Management of arterial injuries
To recognize the vascular injury after surgical stabilization of trauma is vital for limb stability. Certain orthopedic injuries known to be associated with vascular injury are knee dislocation (especially posterior) and proximal tibial and fibular fractures, according to Treiman et al33, up to 23% of patients suffering knee dislocations had popliteal artery injuries. When making a diagnosis of vascular injuries, careful physical exam sensitive and specific, angiography should be used sparingly, the role of Color Flow Doppler is evolving. By the way, CT angiogram is recommended for use in the operation, for it has a high selectivity and specificity, and it is also noninvasive and requires less radiation34. Collateral arterial supply to the lower limb is frail and easily disrupted by soft tissue swelling or thrombosis, and thus the lower leg is almost totally dependent on the major trunk artery such as the popliteal artery, anterior tibial artery, and posterior tibial artery. An amputation rate of 16% following popliteal artery injury was reported by Hafez et al35, and Andrew et al36 demonstrated that the popliteal artery is vulnerable to injury from fractures or dislocations because it is tethered to both the distal femur by the adductor hiatus and the proximal tibia by the tendinous arch of the soleus muscle.
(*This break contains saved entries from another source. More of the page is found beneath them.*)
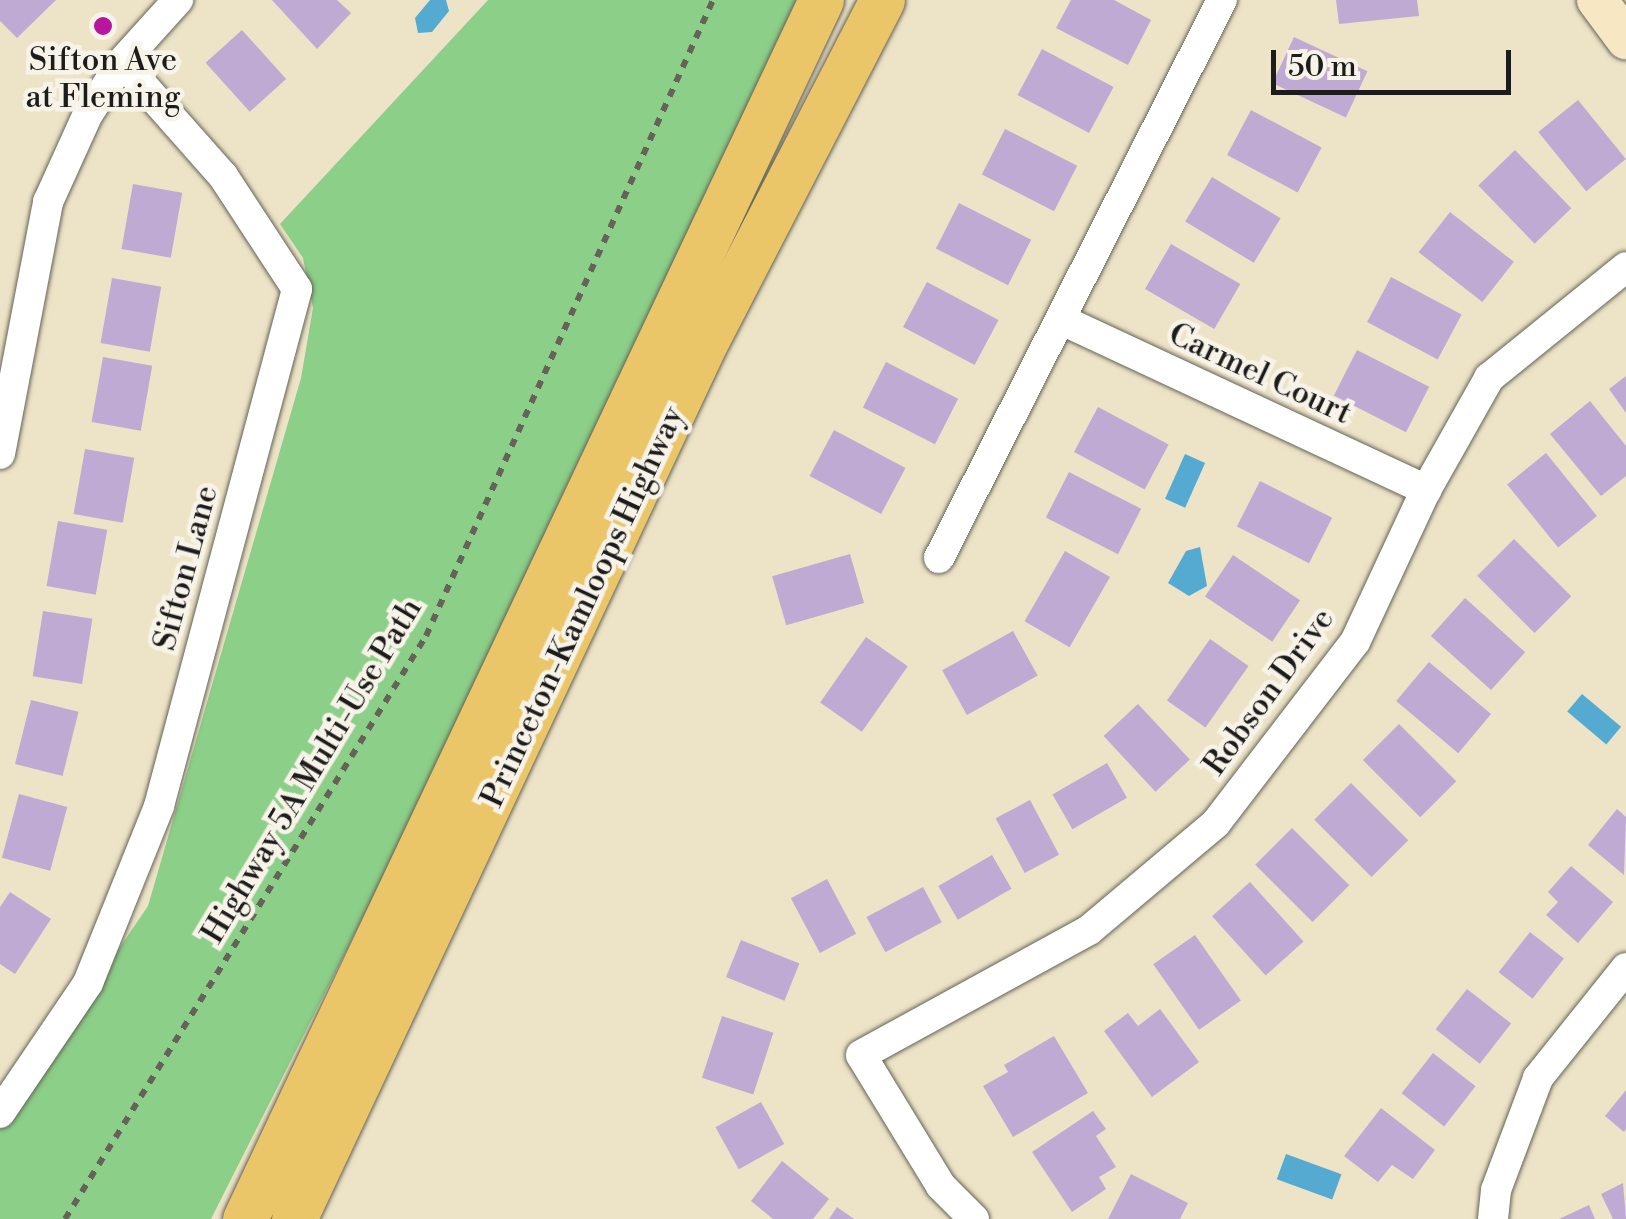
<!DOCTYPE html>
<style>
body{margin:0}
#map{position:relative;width:1626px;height:1219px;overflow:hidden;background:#ede4c7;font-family:"Libre Bodoni",serif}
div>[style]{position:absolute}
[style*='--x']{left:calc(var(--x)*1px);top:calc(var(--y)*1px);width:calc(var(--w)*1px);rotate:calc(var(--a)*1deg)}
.green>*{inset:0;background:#8bcf88}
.water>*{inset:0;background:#54aad0;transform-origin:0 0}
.building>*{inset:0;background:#bfaad3;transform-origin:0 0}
.path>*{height:6px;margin-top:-3px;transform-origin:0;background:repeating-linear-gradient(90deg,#656258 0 8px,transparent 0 16px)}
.roads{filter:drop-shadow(0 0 2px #656258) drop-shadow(0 0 2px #656258)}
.street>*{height:30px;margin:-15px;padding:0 15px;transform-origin:15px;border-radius:15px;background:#fff}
.secondary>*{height:40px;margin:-20px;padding:0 20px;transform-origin:20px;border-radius:20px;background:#f7e8c3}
.primary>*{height:45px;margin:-22.5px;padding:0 22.5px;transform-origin:22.5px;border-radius:22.5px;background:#ebc669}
.dots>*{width:28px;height:28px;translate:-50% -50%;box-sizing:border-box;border:5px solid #f7f3e8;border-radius:50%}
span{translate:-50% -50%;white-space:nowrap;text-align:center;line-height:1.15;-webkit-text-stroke:9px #f7f3e8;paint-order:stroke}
.poi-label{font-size:32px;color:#1c1c1c}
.street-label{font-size:32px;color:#1c1c1c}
.scale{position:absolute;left:1271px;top:50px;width:240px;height:45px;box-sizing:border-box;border:5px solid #1c1c1c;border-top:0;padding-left:12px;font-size:30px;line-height:35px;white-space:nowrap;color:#1c1c1c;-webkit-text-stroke:8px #f7f3e8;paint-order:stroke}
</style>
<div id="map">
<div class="green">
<i style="clip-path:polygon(488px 0,807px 0,458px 729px,211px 1219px,0 1219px,0 1123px,148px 906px,301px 378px,313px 308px,303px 258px,280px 224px)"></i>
</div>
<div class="water">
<i style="clip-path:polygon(430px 0,446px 0,449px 11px,432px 32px,418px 33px,415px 18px)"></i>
<i style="left:1185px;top:454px;width:22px;height:49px;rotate:24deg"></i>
<i style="clip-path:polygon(1200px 547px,1207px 586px,1189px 596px,1168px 583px,1186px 551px)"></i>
<i style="left:1582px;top:694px;width:51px;height:23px;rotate:40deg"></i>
<i style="left:1286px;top:1154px;width:59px;height:27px;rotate:20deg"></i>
</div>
<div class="building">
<i style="clip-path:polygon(0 0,56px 0,17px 38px,0 21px)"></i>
<i style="clip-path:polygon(272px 0,337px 0,351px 13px,317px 49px)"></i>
<i style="clip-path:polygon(1071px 0,1114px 0,1151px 20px,1128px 65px,1056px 28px)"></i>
<i style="clip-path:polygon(1336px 0,1417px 0,1419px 16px,1339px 24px)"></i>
<i style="left:242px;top:30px;width:66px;height:49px;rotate:48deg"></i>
<i style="left:1294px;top:37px;width:81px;height:51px;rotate:25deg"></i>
<i style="left:1042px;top:49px;width:81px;height:52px;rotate:28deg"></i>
<i style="left:1578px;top:100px;width:76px;height:51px;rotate:51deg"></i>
<i style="left:1251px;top:110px;width:80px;height:51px;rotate:28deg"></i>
<i style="left:1005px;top:129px;width:81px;height:51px;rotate:27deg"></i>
<i style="left:1515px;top:150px;width:81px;height:51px;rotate:46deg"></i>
<i style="left:1212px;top:177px;width:80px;height:52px;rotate:31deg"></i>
<i style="left:133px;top:184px;width:50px;height:66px;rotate:10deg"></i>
<i style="left:959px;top:203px;width:81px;height:51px;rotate:27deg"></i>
<i style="left:1450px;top:212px;width:81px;height:51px;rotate:38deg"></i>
<i style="left:1171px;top:244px;width:80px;height:52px;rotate:30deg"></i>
<i style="left:1391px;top:277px;width:80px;height:51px;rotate:28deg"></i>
<i style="left:112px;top:278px;width:50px;height:66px;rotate:10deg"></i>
<i style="left:927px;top:282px;width:81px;height:51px;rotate:28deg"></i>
<i style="left:1357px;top:350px;width:81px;height:51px;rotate:27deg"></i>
<i style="left:103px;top:357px;width:50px;height:66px;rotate:10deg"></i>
<i style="left:886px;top:362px;width:81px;height:51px;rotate:27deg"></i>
<i style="clip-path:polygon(1626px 376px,1626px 413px,1609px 389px)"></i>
<i style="clip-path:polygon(1590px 401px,1626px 446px,1626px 476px,1601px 496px,1550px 434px)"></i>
<i style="left:1098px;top:407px;width:80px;height:51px;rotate:28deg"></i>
<i style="left:834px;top:430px;width:81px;height:52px;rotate:28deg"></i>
<i style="left:85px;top:449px;width:50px;height:66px;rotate:10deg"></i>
<i style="left:1546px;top:453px;width:81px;height:50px;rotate:51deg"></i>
<i style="left:1069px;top:472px;width:81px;height:51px;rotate:27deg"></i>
<i style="left:1260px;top:481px;width:81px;height:51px;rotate:27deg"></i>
<i style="left:58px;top:521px;width:50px;height:66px;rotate:10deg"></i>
<i style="left:1514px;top:539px;width:81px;height:52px;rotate:45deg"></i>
<i style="left:1065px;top:551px;width:52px;height:81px;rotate:30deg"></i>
<i style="left:850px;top:554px;width:51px;height:81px;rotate:74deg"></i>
<i style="left:1233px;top:555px;width:81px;height:50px;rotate:34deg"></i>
<i style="left:1465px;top:598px;width:81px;height:51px;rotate:42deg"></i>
<i style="left:43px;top:611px;width:50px;height:66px;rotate:9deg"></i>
<i style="left:1013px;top:631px;width:51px;height:81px;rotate:61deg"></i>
<i style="left:866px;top:637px;width:51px;height:80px;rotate:35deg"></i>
<i style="left:1210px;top:639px;width:47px;height:75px;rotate:35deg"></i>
<i style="left:1429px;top:662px;width:81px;height:51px;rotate:40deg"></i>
<i style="left:31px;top:700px;width:49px;height:66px;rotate:14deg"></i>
<i style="left:1138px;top:704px;width:76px;height:47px;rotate:47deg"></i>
<i style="left:1399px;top:724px;width:81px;height:51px;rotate:45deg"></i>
<i style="left:1107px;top:763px;width:40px;height:63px;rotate:60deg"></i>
<i style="left:1351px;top:783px;width:81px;height:52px;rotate:45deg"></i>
<i style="left:19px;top:794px;width:50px;height:66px;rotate:15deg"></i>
<i style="left:1030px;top:800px;width:62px;height:39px;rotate:62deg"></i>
<i style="clip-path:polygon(1617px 809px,1626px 817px,1624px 875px,1588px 845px)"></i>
<i style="left:1292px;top:828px;width:81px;height:52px;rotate:45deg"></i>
<i style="left:992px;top:855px;width:39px;height:62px;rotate:60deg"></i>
<i style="clip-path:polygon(1571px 866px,1613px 902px,1578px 943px,1546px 915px,1558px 902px,1548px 892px)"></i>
<i style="left:827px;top:879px;width:62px;height:41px;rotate:62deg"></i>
<i style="left:1250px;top:882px;width:80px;height:51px;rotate:48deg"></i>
<i style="left:923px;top:887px;width:40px;height:64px;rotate:62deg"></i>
<i style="clip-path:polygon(10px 892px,51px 919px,15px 974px,0 964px,0 907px)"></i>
<i style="left:1530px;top:932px;width:43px;height:51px;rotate:38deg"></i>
<i style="left:1195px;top:935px;width:80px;height:51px;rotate:55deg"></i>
<i style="left:741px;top:940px;width:63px;height:40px;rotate:22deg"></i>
<i style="left:1467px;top:989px;width:56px;height:51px;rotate:38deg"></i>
<i style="clip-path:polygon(1160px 1009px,1199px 1062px,1152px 1097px,1104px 1031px,1128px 1013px,1138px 1026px)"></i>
<i style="left:722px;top:1016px;width:54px;height:65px;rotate:18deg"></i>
<i style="clip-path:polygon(1054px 1036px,1088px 1093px,1013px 1137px,983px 1086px,1008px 1072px,1004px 1065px)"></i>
<i style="left:1433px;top:1053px;width:54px;height:51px;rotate:38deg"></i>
<i style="clip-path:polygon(1626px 1090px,1626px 1129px,1624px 1132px,1605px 1116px)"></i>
<i style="left:761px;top:1102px;width:48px;height:52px;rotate:61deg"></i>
<i style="clip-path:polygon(1381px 1108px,1435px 1150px,1413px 1179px,1392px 1165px,1378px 1182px,1344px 1156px)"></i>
<i style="clip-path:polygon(1093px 1111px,1106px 1129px,1096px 1136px,1116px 1167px,1099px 1177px,1106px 1189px,1072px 1212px,1032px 1152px)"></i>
<i style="clip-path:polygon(782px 1161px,829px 1199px,813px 1219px,773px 1219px,751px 1201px)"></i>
<i style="clip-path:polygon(1131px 1174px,1188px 1203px,1180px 1219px,1108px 1219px)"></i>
<i style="clip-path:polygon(1623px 1183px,1626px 1219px,1613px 1219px,1601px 1194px)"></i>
<i style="clip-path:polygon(1589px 1205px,1595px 1219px,1559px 1219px)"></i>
<i style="clip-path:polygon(837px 1207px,854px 1219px,829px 1219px)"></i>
</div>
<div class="path">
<i style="--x:65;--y:1219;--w:686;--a:-58.23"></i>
<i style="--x:426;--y:636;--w:698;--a:-65.71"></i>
</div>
<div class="roads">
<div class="street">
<i style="--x:1064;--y:321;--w:400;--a:25"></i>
<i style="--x:0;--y:454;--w:257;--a:-79.2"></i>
<i style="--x:48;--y:202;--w:97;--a:-65.6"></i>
<i style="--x:88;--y:114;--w:62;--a:-56.8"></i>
<i style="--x:122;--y:62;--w:84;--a:-47.9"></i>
<i style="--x:939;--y:558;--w:626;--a:-63.11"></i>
<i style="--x:0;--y:1113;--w:157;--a:-55.9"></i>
<i style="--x:88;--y:983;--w:191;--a:-68.1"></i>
<i style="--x:159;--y:806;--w:535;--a:-75.05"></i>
<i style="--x:297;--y:289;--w:135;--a:-123.2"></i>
<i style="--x:223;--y:176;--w:152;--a:-131.5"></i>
<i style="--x:974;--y:1219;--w:47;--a:-135"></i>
<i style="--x:941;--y:1186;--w:153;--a:-121.4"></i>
<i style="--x:861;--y:1055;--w:260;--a:-28.7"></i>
<i style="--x:1089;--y:930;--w:166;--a:-40.1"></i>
<i style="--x:1216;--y:823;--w:228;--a:-52.5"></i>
<i style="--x:1355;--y:642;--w:168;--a:-65"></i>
<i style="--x:1426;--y:490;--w:129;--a:-60.6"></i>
<i style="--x:1489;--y:378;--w:176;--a:-39"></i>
<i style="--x:1493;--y:1219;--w:29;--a:-84"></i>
<i style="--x:1496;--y:1190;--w:120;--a:-69.4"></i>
<i style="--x:1538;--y:1078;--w:141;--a:-51.3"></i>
</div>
<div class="secondary">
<i style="--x:1597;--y:0;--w:49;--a:53.4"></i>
</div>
<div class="primary">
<i style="--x:245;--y:1219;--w:1348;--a:-64.71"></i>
<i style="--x:294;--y:1219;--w:963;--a:-64.87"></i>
<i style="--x:703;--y:347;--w:390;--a:-62.7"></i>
</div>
</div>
<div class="dots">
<i style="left:103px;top:26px;background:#b5179e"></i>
</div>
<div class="poi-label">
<span style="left:103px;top:79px">Sifton Ave<br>at Fleming</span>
</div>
<div class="street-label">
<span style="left:1260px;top:374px;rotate:25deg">Carmel Court</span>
<span style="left:186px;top:568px;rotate:-75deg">Sifton Lane</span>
<span style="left:583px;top:607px;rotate:-65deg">Princeton-Kamloops Highway</span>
<span style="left:1269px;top:692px;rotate:-54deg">Robson Drive</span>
<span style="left:312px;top:771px;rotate:-59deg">Highway 5A Multi-Use Path</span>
</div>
<div class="scale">50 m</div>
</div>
The key points of treatment are minimized preoperative delays, the primary end-to-end anastomosis is the first choice for repair, if interposition grafts are required, auto logous vein graft is preferable to synthetic material, because a reversed saphenous vein graft from the contralateral limb has clearly superior patency rates, also can avoid foreign body in vivo37–39. Injury to veins should be repaired to minimize postoperative swelling, and compartment syndrome, which is a major risk factor for amputation following artery injury. There is evidence that fasciotomy done at the time of arterial repair, but before the development of compartment syndrome (prophylactic fasciotomy), may lower amputation rates40. Thrombosis is an important complication to suspect following arterial repair because it is both common and correctable. Heparinisation and routine monitoring of distal pulses postoperatively may reduce the incidence of thrombosis and allow for more rapid diagnosis when present.